Task brief: Show every line of the data that contains the string "currentColor".

Available records:
....................

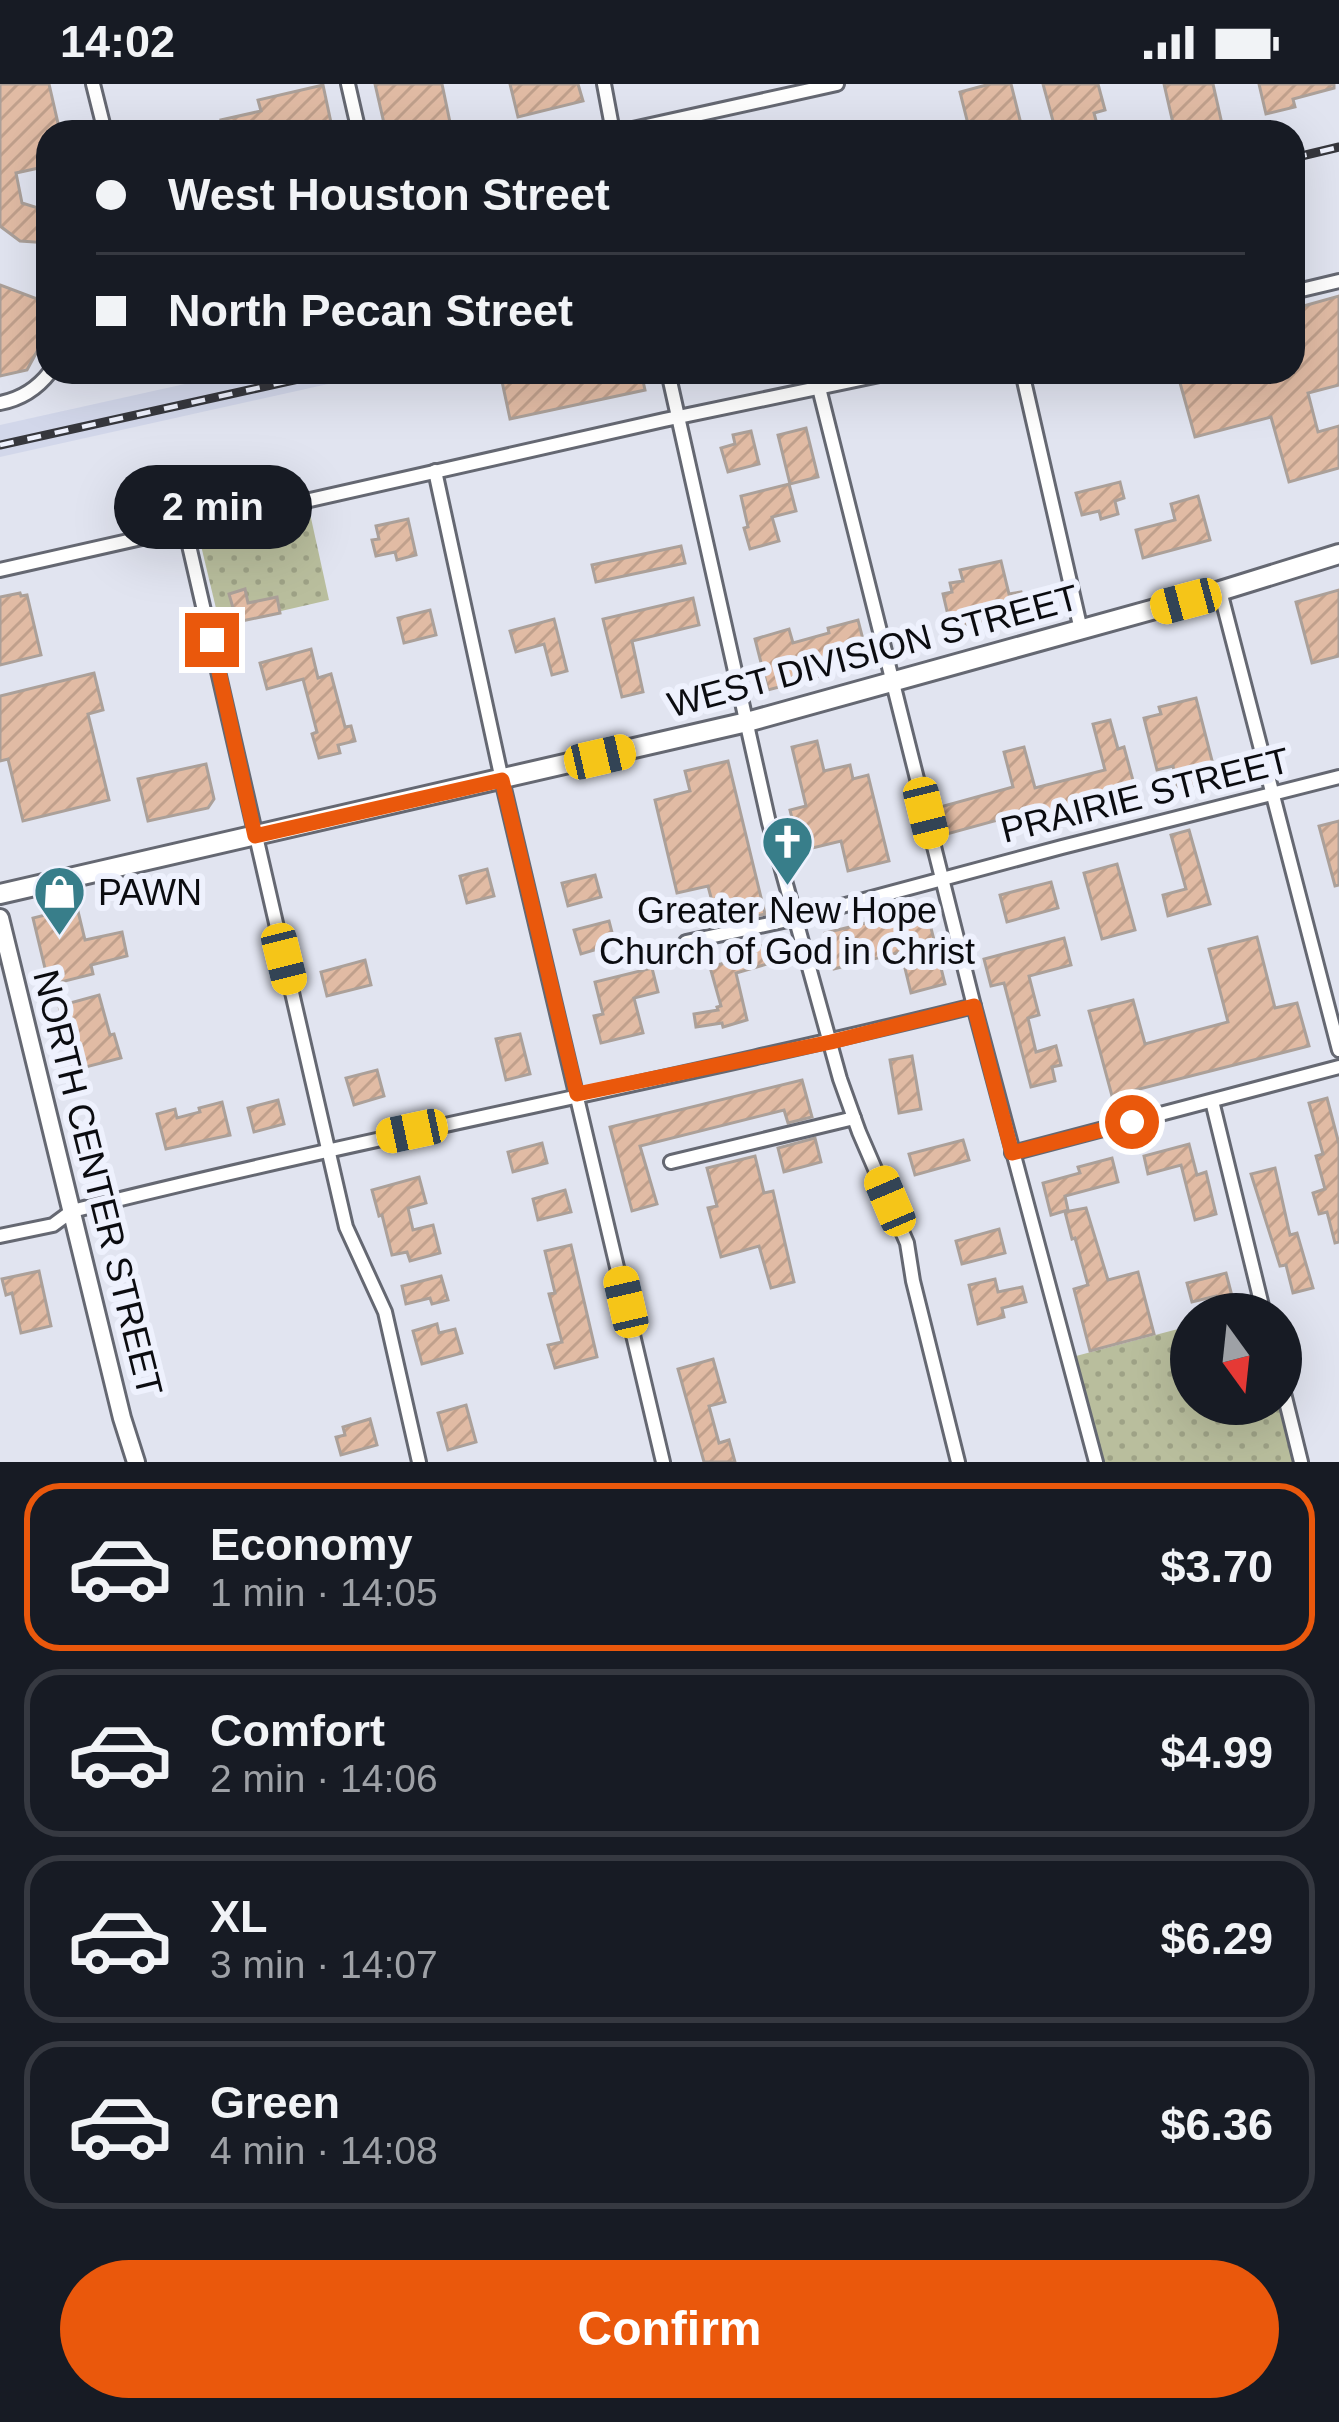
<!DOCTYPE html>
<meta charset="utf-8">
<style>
body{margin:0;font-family:Helvetica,sans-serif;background:#242831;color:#f1f3f6;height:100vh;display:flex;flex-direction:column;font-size:45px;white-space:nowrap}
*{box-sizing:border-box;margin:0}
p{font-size:39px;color:#9ea1a6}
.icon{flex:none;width:66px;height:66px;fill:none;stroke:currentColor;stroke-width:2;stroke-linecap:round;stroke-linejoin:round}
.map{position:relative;height:1378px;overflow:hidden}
.side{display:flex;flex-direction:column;background:#171b24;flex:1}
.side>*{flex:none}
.guide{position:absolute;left:36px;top:36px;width:1269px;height:264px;border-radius:36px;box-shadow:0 12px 48px #0002;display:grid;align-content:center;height:264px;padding:0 60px;background:#171b24}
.needle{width:78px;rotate:165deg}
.tools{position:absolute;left:1170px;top:1209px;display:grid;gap:24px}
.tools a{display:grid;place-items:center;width:132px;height:132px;border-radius:50%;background:#171b24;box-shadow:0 12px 48px #0002;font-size:60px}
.end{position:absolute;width:54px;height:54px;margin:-27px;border:15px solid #ea580c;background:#fff;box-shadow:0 0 0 6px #fff}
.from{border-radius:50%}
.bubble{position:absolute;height:84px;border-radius:42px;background:#171b24;box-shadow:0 12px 48px #0002;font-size:39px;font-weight:600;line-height:84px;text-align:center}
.car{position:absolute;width:36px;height:72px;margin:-36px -18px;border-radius:15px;box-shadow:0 0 9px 3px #0007;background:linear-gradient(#f5c518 24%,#345 0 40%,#f5c518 0 76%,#345 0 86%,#f5c518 0)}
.guide b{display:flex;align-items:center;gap:42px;height:114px;font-size:45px}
.guide b+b{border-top:3px solid #363941}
.guide i{width:30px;height:30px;background:#f1f3f6}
ul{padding:21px 0 0;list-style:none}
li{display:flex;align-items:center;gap:36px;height:168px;margin:0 24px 18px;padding:0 36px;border:6px solid #363941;border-radius:36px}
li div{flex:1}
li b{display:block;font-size:45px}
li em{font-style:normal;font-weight:600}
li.active{border-color:#ea580c}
li>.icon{width:108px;height:108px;stroke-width:1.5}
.primary-button{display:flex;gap:24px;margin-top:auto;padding:24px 60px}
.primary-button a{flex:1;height:138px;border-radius:72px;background:#ea580c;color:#fff;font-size:48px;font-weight:600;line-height:138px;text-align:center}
.status{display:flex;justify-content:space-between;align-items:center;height:84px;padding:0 60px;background:#171b24;direction:ltr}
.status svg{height:33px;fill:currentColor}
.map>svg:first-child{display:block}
</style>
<div class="status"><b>14:02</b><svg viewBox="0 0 49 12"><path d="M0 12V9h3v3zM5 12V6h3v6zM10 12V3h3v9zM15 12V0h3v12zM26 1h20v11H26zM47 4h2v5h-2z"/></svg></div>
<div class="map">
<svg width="1339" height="1378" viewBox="0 0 1339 1378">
<defs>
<pattern id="green-dots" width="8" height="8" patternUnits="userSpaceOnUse" patternTransform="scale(3)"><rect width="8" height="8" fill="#b9be9d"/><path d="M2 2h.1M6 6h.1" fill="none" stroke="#9ea286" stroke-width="1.8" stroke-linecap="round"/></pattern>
<pattern id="building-hatch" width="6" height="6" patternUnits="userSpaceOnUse" patternTransform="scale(3)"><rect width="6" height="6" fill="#e1bba4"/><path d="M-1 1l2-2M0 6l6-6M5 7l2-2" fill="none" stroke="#c0a08c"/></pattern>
</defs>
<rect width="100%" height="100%" fill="#e1e4f0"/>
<polygon fill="#d2d7ea" points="239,288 382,288 0,373 0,341"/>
<g fill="url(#green-dots)">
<polygon points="309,425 329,516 220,541 198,449"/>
<polygon points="1178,1245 1183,1262 1191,1260 1191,1320 1281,1320 1297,1378 1104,1378 1076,1272"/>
</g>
<g fill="url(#building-hatch)" stroke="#aba099" stroke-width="3">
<polygon points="0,0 49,0 60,48 48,48 48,82 16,89 22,119 48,127 48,159 20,157 0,142"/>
<polygon points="375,0 442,0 452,48 386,48"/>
<polygon points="510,0 578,0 583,17 518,33"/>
<polygon points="990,0 1011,0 1023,48 970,48 960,8"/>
<polygon points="1043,0 1098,0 1105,26 1094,29 1099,48 1056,48"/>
<polygon points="1164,0 1213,0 1222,40 1175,48"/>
<polygon points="1259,0 1334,0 1334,4 1293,15 1295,23 1266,30"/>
<polygon points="323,1 333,48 224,48 221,36 261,27 258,16"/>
<polygon points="0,201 48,219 48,247 27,286 0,292"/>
<polygon points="1339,212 1339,301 1308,309 1318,348 1339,342 1339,384 1289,398 1271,333 1195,353 1177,288 1293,288 1293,225"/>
<polygon points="500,288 641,288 645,306 510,335"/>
<polygon points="806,344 818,393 790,400 778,351"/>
<polygon points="751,347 759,380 728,388 721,364 735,360 733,351"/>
<polygon points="1120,398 1124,414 1115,417 1118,430 1101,435 1099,427 1082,431 1076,409"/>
<polygon points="789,400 796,427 772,433 779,457 750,465 744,444 748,443 741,412"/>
<polygon points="1198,412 1210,456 1143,474 1136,446 1175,436 1171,420"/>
<polygon points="408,435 416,471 397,476 395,468 376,472 372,456 379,455 376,442"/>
<polygon points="681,462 685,479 596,498 592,481"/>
<polygon points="1001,477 1009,510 1021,508 1026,527 951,544 943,510 952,508 950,499 963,497 960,486"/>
<polygon points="245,505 248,519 277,513 280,529 237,538 229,510"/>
<polygon points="1339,506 1339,572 1312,579 1296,518"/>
<polygon points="20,509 21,512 27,511 41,571 0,581 0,513"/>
<polygon points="693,514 699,541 632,557 643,608 622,613 603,535"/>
<polygon points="430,526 436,551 404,559 398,534"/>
<polygon points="554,535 567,587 552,591 544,560 516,568 510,547"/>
<polygon points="858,536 868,575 816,588 817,593 768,606 755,555 789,545 793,559 829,549 828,544"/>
<polygon points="311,565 318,594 331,590 345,643 351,642 355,657 338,661 340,669 319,674 312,650 317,648 303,595 267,605 260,579"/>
<polygon points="94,589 103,626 88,630 109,716 23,737 8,675 0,677 0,612"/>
<polygon points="1196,614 1218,700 1201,704 1200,700 1178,705 1173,682 1157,686 1144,634 1161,630 1159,623"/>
<polygon points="1110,636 1118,665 1124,663 1139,719 1114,725 1111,713 1042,731 1044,739 1024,744 1020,730 947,750 940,723 1013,703 1004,668 1024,663 1035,704 1105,686 1093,640"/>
<polygon points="817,657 824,687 850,681 853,695 868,691 889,777 848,787 841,757 800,767 790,726 806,722 792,663"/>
<polygon points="728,677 765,830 718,840 708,802 677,809 655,716 690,707 685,687"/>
<polygon points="206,680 214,715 208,724 148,737 138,695"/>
<polygon points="1339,737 1339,801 1335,802 1319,742"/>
<polygon points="1189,746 1210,820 1168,832 1163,811 1186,805 1171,751"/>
<polygon points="1117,780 1135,846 1102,855 1084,789"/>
<polygon points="487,785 494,812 467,819 460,792"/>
<polygon points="595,791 601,813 568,822 562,799"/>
<polygon points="1051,798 1058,824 1007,838 1000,811"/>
<polygon points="77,823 85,856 122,848 127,872 91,881 93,890 49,901 33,834"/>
<polygon points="926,824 945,900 911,909 901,868 834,885 825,849"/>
<polygon points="609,837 615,860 581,870 574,846"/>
<polygon points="1257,853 1275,924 1297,919 1309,962 1112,1012 1089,927 1133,916 1145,960 1228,938 1209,865"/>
<polygon points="1064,854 1071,881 1029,892 1039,931 1028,934 1036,968 1056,962 1061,981 1052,983 1055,997 1031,1003 1004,899 991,902 984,875"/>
<polygon points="769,860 774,878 736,889 747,936 723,943 722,939 696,943 694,930 718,926 717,923 721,922 710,883 753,871 751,865"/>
<polygon points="365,876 371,901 327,912 321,888"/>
<polygon points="652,884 658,908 634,914 643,949 601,959 594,932 603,930 595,898"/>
<polygon points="99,911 110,951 114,950 121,974 74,986 59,922"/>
<polygon points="520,950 530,990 506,996 496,955"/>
<polygon points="912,972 921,1025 899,1029 890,976"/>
<polygon points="377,986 384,1012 354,1021 346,994"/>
<polygon points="802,996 812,1033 788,1039 784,1026 640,1062 657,1120 632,1127 610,1043"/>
<polygon points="1327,1014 1339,1060 1339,1158 1335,1159 1327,1128 1319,1130 1313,1109 1325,1105 1316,1072 1323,1070 1309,1019"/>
<polygon points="278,1016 284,1040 254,1048 248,1024"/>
<polygon points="222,1018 230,1051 166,1065 157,1030 175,1025 177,1034 200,1028 199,1024"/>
<polygon points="815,1054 821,1078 784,1088 778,1064"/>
<polygon points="963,1056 969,1076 915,1091 909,1070"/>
<polygon points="542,1059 547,1079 513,1088 508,1068"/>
<polygon points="1189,1060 1197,1091 1206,1088 1216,1130 1195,1136 1181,1081 1148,1090 1144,1072"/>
<polygon points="755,1072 764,1109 773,1107 794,1198 771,1204 759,1162 721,1173 708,1124 717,1122 707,1084"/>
<polygon points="1112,1074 1118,1098 1065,1112 1068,1126 1051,1131 1043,1099 1080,1089 1078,1083"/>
<polygon points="1275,1084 1290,1151 1297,1149 1313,1204 1293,1209 1286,1181 1280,1182 1251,1090"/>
<polygon points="419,1093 426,1119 408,1124 413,1146 433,1141 440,1169 410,1177 407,1168 392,1171 382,1131 379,1132 372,1106"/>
<polygon points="565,1106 571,1128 538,1136 533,1115"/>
<polygon points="1086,1124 1108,1196 1138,1188 1154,1250 1090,1267 1074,1205 1088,1201 1075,1154 1072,1155 1065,1128"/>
<polygon points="999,1145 1005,1169 962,1180 956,1157"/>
<polygon points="571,1161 597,1273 555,1284 548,1261 562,1258 549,1210 555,1209 545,1167"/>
<polygon points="39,1187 51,1242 21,1249 12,1209 6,1211 2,1195"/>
<polygon points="1226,1189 1233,1216 1238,1214 1242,1230 1221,1230 1216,1212 1192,1218 1187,1199"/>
<polygon points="441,1192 448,1216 432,1220 430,1214 406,1220 402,1202"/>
<polygon points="995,1195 998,1208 1022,1203 1026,1218 1002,1224 1004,1233 978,1240 969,1201"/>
<polygon points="437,1240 439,1249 455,1245 462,1269 422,1280 413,1247"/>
<polygon points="713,1275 725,1318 709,1322 719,1359 729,1356 735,1378 704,1378 678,1285"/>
<polygon points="466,1321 476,1358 448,1366 438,1329"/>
<polygon points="370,1335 377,1361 341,1371 336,1353 345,1351 343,1343"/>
</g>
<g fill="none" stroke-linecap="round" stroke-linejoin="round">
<defs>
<g id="minor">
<polyline points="93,0 105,48"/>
<polyline points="348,0 359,48"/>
<polyline points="604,0 613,48"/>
<polyline points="619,48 837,0"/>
<polyline points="1293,208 1339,197"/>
<polyline points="668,288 769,739 840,995 859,1048 907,1159 913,1197 958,1378"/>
<polyline points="1022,288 1081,546"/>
<polyline points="819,304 974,922 1096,1378"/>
<path d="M0,319C21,315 37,305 50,288"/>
<polyline points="435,387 502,696 663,1378"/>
<polyline points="185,444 346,1143 385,1228 419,1378"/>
<polyline points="0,486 664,336 894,288"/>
<polyline points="1220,507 1339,966"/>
<polyline points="686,858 797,834 1062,763 1339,693"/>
<polyline points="1212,1017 1264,1230"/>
<polyline points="1012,1069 1339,983"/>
<polyline points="671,1078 854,1034"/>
<path d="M0,1152L53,1141L72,1127C371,1052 675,996 974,922"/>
<polyline points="1281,1297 1301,1378"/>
</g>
<polyline id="secondary" points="0,834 122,1334 136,1378"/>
<polyline id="primary" points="0,810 747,638 1220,507 1339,470"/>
</defs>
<use href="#minor" stroke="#656872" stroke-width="18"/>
<use href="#secondary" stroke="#656872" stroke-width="22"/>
<use href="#primary" stroke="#656872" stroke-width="24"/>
<use href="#minor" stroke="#fff" stroke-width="12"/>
<use href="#secondary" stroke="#fff" stroke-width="16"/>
<use href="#primary" stroke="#fff" stroke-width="18"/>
<defs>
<g id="rail">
<polyline points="1293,74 1339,63"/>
<polyline points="0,361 330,288"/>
</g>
</defs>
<use href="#rail" stroke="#36373d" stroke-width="9"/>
<use href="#rail" stroke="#eef1fd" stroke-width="4.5" stroke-dasharray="14" stroke-linecap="butt"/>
</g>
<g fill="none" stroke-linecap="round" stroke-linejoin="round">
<polyline stroke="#ea580c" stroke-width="15" points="212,556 255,752 502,696 577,1010 831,958 974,922 1012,1069 1132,1038"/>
</g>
<defs>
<symbol id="church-pin" viewBox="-11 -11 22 30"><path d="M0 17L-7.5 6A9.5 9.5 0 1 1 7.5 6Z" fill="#387e8a" stroke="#eef1fd"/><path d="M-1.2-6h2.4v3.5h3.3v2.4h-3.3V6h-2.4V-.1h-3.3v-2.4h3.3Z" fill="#fff"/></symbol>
<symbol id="shop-pin" viewBox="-11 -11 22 30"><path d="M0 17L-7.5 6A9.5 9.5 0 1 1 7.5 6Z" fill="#387e8a" stroke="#eef1fd"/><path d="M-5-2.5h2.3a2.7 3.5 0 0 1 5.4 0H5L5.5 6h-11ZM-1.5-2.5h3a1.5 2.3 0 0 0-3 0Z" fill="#fff"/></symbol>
</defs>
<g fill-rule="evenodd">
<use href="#church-pin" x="758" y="728" width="59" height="81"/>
<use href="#shop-pin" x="30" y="778" width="59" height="81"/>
</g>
<g text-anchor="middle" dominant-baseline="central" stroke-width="12" stroke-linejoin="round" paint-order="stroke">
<g font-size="36" fill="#0b0c10" stroke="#eef1fd">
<text transform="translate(873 567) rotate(-15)">WEST DIVISION STREET</text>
<text transform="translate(1145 711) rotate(-14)">PRAIRIE STREET</text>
<text transform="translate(98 1099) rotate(76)">NORTH CENTER STREET</text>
</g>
<g font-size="36" fill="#0b0c10" stroke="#eef1fd" text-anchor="start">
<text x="98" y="808">PAWN</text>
<text x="787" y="826" text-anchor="middle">Greater New Hope<tspan x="787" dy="41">Church of God in Christ</tspan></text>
</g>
</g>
</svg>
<div class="tools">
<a><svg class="needle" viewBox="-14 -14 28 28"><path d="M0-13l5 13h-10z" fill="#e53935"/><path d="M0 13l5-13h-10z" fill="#9ea1a6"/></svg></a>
</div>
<i class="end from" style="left:1132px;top:1038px"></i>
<i class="end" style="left:212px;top:556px"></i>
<div class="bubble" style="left:114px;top:381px;width:198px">2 min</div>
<i class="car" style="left:1186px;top:517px;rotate:255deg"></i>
<i class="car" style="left:600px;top:673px;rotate:77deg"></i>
<i class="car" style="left:926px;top:729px;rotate:166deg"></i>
<i class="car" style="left:284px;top:875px;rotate:166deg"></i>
<i class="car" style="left:412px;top:1047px;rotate:258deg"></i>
<i class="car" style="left:890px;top:1117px;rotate:337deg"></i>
<i class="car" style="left:626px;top:1218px;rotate:347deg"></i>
<div class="guide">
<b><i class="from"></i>West Houston Street</b>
<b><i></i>North Pecan Street</b>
</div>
</div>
<section class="side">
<ul>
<li class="active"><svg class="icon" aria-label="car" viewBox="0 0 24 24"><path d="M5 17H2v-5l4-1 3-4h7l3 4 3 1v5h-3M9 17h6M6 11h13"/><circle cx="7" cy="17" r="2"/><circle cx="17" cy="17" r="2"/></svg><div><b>Economy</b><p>1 min · 14:05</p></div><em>$3.70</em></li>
<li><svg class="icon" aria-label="car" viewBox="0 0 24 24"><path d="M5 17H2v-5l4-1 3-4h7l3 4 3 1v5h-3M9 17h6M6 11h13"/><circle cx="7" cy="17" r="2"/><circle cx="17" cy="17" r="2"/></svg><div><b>Comfort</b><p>2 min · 14:06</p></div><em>$4.99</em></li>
<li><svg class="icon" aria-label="car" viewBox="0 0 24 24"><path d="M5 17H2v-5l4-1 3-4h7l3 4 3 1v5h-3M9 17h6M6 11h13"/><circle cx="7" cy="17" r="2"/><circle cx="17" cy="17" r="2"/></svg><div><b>XL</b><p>3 min · 14:07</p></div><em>$6.29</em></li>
<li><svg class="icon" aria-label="car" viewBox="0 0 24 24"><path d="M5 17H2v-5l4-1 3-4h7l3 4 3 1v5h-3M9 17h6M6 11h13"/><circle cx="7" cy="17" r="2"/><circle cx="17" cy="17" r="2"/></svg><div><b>Green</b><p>4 min · 14:08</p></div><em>$6.36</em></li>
</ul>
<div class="primary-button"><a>Confirm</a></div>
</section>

....................

Answer for this exercise:
.icon{flex:none;width:66px;height:66px;fill:none;stroke:currentColor;stroke-width:2;stroke-linecap:round;stroke-linejoin:round}
.status svg{height:33px;fill:currentColor}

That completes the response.